Stored data
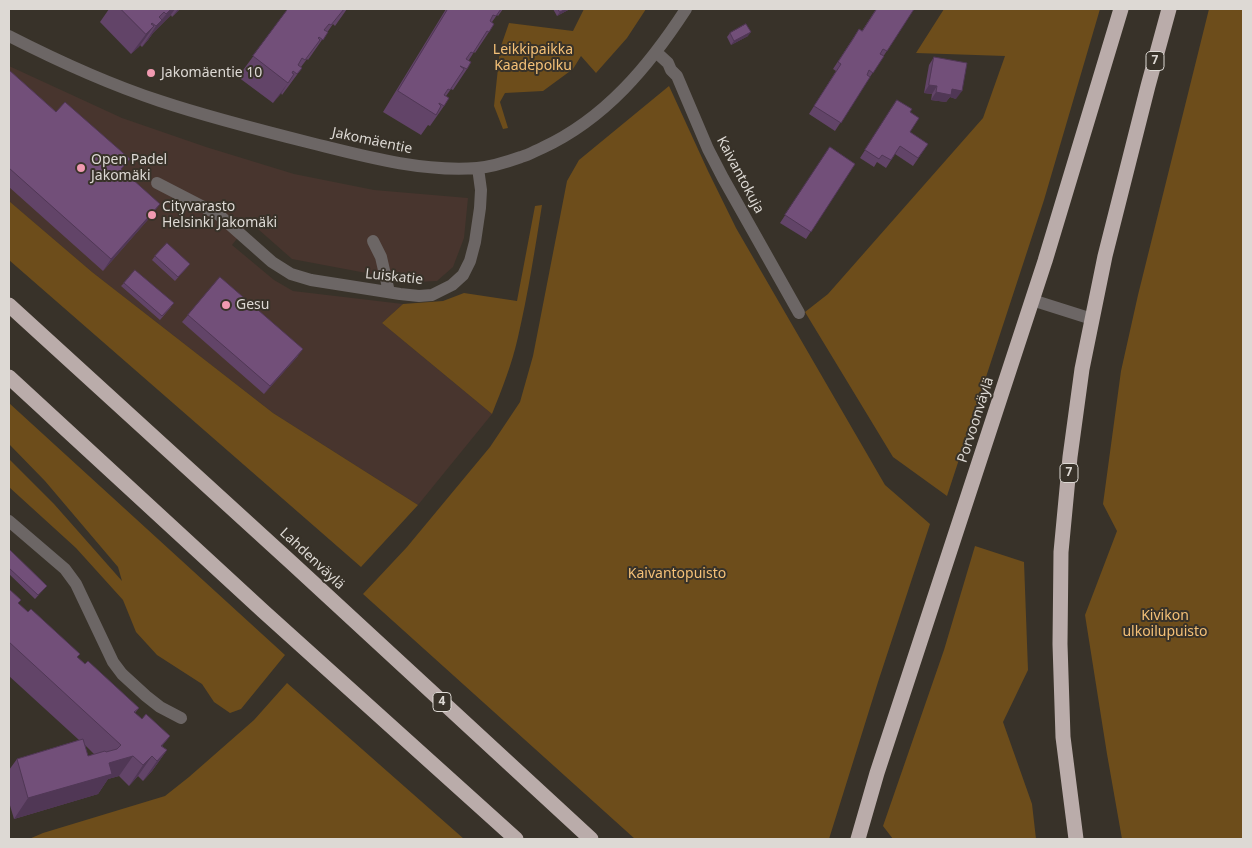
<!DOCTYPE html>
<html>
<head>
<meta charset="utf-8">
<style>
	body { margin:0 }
	#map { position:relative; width:1252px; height:848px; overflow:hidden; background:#383229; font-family:"Noto Sans",sans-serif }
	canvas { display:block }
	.frame { position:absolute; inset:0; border:10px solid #ddd9d4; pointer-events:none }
</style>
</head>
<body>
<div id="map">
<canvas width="1252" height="848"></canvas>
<div class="frame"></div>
</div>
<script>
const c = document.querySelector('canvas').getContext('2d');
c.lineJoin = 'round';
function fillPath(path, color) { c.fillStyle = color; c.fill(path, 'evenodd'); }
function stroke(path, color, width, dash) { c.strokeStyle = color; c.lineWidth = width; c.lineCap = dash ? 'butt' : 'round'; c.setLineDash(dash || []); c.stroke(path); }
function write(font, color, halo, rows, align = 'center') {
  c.font = font + ' "Noto Sans",sans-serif'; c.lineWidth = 4; c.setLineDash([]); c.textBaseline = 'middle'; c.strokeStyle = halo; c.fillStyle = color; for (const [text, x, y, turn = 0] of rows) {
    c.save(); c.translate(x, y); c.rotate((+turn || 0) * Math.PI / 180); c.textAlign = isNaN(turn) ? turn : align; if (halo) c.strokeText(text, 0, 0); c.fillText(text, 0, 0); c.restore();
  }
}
const industrial = new Path2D(`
	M 9,66 L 122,118 L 206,147 L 294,174 L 374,190 L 468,198 L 464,238 L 453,267 L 437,281 L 414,282 L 292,259 L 250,222 L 232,245 L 274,280 L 293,291 L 403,304 L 382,323 L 492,414 L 418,505 L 273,413 L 92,272 L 9,201 Z`);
const green = new Path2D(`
	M 584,9 L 646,9 L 627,38 L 596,73 L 581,56 L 573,69 L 543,91 L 505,93 L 500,102 L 508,128 L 503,129 L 494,106 L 500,49 L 509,23 L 573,31 Z
	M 944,9 L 1100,9 L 1044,200 L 947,496 L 893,457 L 805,312 L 828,294 L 983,118 L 1005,56 L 916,53 Z
	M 1209,9 L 1243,9 L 1243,839 L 1122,839 L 1107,754 L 1085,615 L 1117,531 L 1103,504 L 1121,371 L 1138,295 Z
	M 669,86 L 708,171 L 736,228 L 885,485 L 930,524 L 878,682 L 829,839 L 635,839 L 363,594 L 407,547 L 490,447 L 520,402 L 533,356 L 567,181 L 579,160 Z
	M 9,201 L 92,272 L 273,413 L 418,505 L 361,567 L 9,260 Z
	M 542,205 C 535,249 528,294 518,337 C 512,364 502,389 492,414 L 382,323 L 403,304 L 443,301 L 464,293 L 517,301 L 535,206 Z
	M 9,403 L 285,655 L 241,709 L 230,713 L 214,702 L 202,684 L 157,655 L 136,632 L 123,600 L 76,548 L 9,487 L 9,459 L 54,504 L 122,581 L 118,567 L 45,481 L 9,444 Z
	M 975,546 L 1024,562 L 1028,670 L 1003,722 L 1032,804 L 1036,839 L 893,839 L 883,826 L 944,650 Z
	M 287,683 L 464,839 L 29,839 L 43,833 L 165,796 L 189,777 L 254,720 Z`);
const minor = new Path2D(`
	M 9,36 C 58,61 108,84 160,101 C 211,118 263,131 315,144 C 367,157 422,172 477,168 C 491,167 507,162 521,157 C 529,155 535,151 542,148 C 605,119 649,66 686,9
	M 656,52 L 668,63 L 671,70 L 677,76 L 708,149 L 723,178 L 799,313
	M 157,183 L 219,215 L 272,262 L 291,274 L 311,280 L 400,294 L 419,296 L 432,295 L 452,285 L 463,275 L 470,261 L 475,242 L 480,208 L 481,190 L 478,168
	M 373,241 L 381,257 L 389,292
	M 1032,300 L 1092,319
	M 9,521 L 65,569 L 76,584 L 113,662 L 122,674 L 146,696 L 160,707 L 181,718`);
const highway = new Path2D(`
	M 9,305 L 294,565 L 591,839
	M 9,377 L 263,611 L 516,839
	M 858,839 L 877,773 L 1045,261 L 1121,9
	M 1076,839 L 1063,737 L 1060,644 L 1061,552 L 1070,457 L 1082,369 L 1105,256 L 1148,86 L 1169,9`);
const wall = new Path2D(`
	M 109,9 L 180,9 L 172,17 L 171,15 L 153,33 L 148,40 L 142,47 L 140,45 L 131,54 L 100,22 Z
	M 288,9 L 347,9 L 335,26 L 333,24 L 308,60 L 307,59 L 301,67 L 302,68 L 282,95 L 281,93 L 273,103 L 238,77 Z
	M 446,9 L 503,9 L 498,16 L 497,15 L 492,22 L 489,32 L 475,53 L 474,52 L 469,60 L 467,69 L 453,90 L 451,89 L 446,96 L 444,106 L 430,126 L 428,125 L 421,135 L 383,112 Z
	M 553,9 L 570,9 L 557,16 Z
	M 876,9 L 914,9 L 835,131 L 809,114 L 836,71 L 833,69 L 848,46 L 859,29 L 862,31 Z
	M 730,33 L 748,36 L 731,45 L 727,37 Z
	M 934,57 L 956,99 L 950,97 L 946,102 L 931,100 L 932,94 L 924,93 L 929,65 Z
	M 9,70 L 122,170 L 152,215 L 103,271 L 9,187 Z
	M 892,108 L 910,112 L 910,132 L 928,144 L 913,166 L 895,154 L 886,168 L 877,162 L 874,167 L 860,158 Z
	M 830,147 L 855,164 L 806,239 L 780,223 Z
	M 155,256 L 190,264 L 175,281 L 152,260 Z
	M 124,283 L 171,307 L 160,320 L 121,286 Z
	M 188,315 L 298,356 L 264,394 L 182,322 Z
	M 9,549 L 47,586 L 35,599 L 9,574 Z
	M 9,589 L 21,600 L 18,603 L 85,664 L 139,708 L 135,713 L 142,719 L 170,736 L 162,746 L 167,750 L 152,771 L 143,781 L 138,776 L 129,786 L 119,776 L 108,779 L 98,794 L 14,819 L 9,802 L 9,770 L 17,759 L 79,740 L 9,676 ZM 85,745 L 94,754 L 88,756 Z`);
const shadedWall = new Path2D(`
	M 171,9 L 175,9 L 170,16 L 153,33 L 148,40 L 142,47 L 156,26 Z
	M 178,9 L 180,9 L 172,17 Z
	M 566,9 L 570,9 L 557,16 L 560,12 Z
	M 154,26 L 139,47 L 131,54 L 146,34 Z
	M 751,32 L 748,36 L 731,45 L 734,41 Z
	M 294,74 L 280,95 L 273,103 L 288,83 Z
	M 929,85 L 937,86 L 932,94 L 924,93 Z
	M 952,89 L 962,91 L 956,99 L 950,97 L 946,102 L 931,100 L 936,92 Z
	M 160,204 L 152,215 L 103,271 L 111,259 Z
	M 303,349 L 298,356 L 264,394 L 270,386 Z
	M 167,750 L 152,771 L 143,781 L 157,761 Z
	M 133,756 L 119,776 L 108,779 L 98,794 L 14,819 L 28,798 L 109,763 Z
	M 152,756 L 138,776 L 129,786 L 143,765 Z`);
const building = new Path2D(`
	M 121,9 L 171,9 L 166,14 L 164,12 L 159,17 L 162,20 L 156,26 L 152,23 L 151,24 L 154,26 L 146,34 Z
	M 288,9 L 344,9 L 331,25 L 329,24 L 324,30 L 328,32 L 323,40 L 319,37 L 318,38 L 320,40 L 305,60 L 302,58 L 298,65 L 302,68 L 297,74 L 293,71 L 292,73 L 294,74 L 288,83 L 253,56 Z
	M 448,9 L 501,9 L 496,16 L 493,15 L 490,21 L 494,24 L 489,32 L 487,31 L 473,53 L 471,52 L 466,59 L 471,62 L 467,69 L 460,66 L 464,69 L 450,90 L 448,89 L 444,95 L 449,98 L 444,106 L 439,103 L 439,104 L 441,106 L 436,115 L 398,91 Z
	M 558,9 L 566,9 L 560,12 Z
	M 877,9 L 914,9 L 887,51 L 883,49 L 880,54 L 884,56 L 873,73 L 869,70 L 867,75 L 870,77 L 841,123 L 814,106 L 841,64 L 838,62 L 853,39 L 859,29 L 862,31 Z
	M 746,24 L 751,32 L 734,41 L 730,33 Z
	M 934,57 L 967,63 L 962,91 L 952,89 L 951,95 L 936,92 L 937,86 L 929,85 Z
	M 9,70 L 56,112 L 65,102 L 130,159 L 121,169 L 160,204 L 111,259 L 9,168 Z
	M 897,100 L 912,109 L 910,112 L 919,118 L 910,132 L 928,144 L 918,158 L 900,146 L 891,160 L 882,155 L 879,159 L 865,150 Z
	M 830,147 L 855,164 L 811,232 L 785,215 Z
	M 167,243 L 190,264 L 178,277 L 155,256 Z
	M 135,270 L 174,303 L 162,316 L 124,283 Z
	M 220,277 L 303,349 L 270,386 L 188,315 Z
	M 9,549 L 47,586 L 38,595 L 9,568 Z
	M 9,589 L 21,600 L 18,603 L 28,612 L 31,609 L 80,654 L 77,657 L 85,664 L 88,661 L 139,708 L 134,712 L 142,719 L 146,714 L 170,736 L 161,746 L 167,750 L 157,761 L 152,756 L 143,765 L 133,756 L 119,760 L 109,763 L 112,774 L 28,798 L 17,759 L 83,739 L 88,756 L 105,751 L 106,752 L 117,749 L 121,745 L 9,642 Z`);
const markers = [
	[151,73,5,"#f19ab1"],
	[81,168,5,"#f19ab1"],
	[152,215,5,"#f19ab1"],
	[226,305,5,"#f19ab1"]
];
const shields = [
	[1155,61,18],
	[1069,473,18],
	[442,702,18]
];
const shieldNames = [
	["7",1155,61],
	["7",1069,473],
	["4",442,702]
];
const parkNames = [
	["Leikkipaikka",533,50],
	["Kaadepolku",533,66],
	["Kaivantopuisto",677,574],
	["Kivikon",1165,616],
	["ulkoilupuisto",1165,632]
];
const poiNames = [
	["Jakomäentie 10",161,73],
	["Open Padel",91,160],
	["Jakomäki",91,176],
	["Cityvarasto",162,207],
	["Helsinki Jakomäki",162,223],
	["Gesu",236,305]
];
const streetNames = [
	["Jakomäentie",372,141,12],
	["Kaivantokuja",740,175,62],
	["Luiskatie",394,277,6],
	["Porvoonväylä",976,420,-72],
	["Lahdenväylä",312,559,43]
];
fillPath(industrial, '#48352e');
fillPath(green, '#6d4d1b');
stroke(minor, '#6c6665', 12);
stroke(highway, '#baacaa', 15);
fillPath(wall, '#624468');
fillPath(shadedWall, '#503755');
fillPath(building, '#724f79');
stroke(building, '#503755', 1);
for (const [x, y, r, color] of markers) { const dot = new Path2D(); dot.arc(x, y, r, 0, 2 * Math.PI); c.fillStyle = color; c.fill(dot); stroke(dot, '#383229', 2); }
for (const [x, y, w] of shields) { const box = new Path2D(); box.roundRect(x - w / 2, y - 9.5, w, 19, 4); c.fillStyle = '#383229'; c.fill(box); stroke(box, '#ddd9d4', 1); }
write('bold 12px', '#ddd9d4', null, shieldNames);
write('14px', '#f4c077', '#383229', parkNames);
write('14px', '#ddd9d4', '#383229', poiNames, 'left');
write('14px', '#ddd9d4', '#383229', streetNames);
</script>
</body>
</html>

What you need to do
Copy out every line in the listing where the word "setLineDash" appears.

The completed task
function stroke(path, color, width, dash) { c.strokeStyle = color; c.lineWidth = width; c.lineCap = dash ? 'butt' : 'round'; c.setLineDash(dash || []); c.stroke(path); }
  c.font = font + ' "Noto Sans",sans-serif'; c.lineWidth = 4; c.setLineDash([]); c.textBaseline = 'middle'; c.strokeStyle = halo; c.fillStyle = color; for (const [text, x, y, turn = 0] of rows) {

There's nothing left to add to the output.